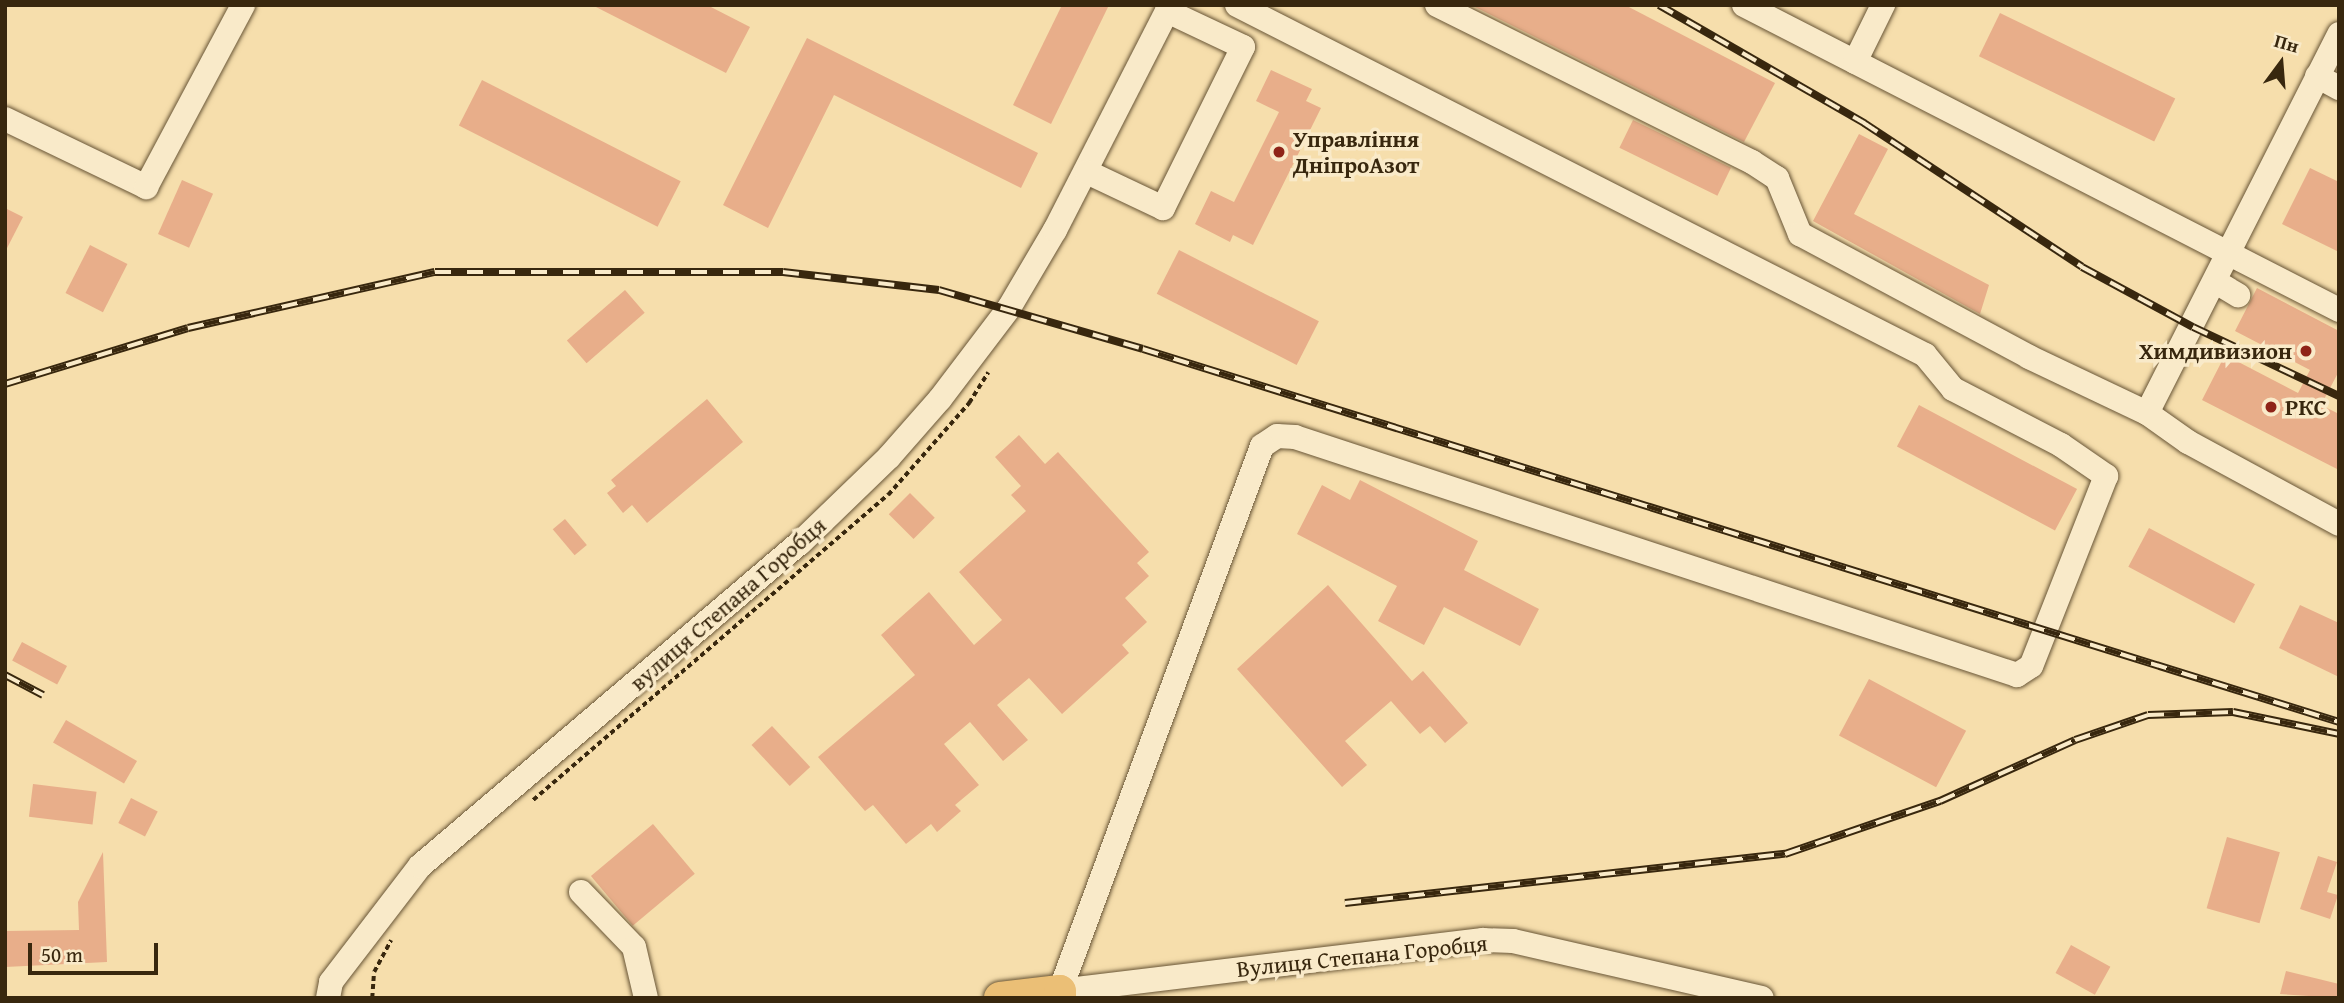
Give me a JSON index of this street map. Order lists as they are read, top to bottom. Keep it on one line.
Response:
{"streets":{"main road":["Вулиця Степана Горобця"],"street":["вулиця Степана Горобця"]},"places":["Управління ДніпроАзот","Химдивизион","РКС"],"scale_bar":"50 m","north":"top"}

WHAT TO DO:
Reproduce the lines above letter for letter. The pictures stay behind.

RESPONSE TO THE TASK:
Give me a JSON index of this street map. Order lists as they are read, top to bottom. Keep it on one line.
Response:
{"streets":{"main road":["Вулиця Степана Горобця"],"street":["вулиця Степана Горобця"]},"places":["Управління ДніпроАзот","Химдивизион","РКС"],"scale_bar":"50 m","north":"top"}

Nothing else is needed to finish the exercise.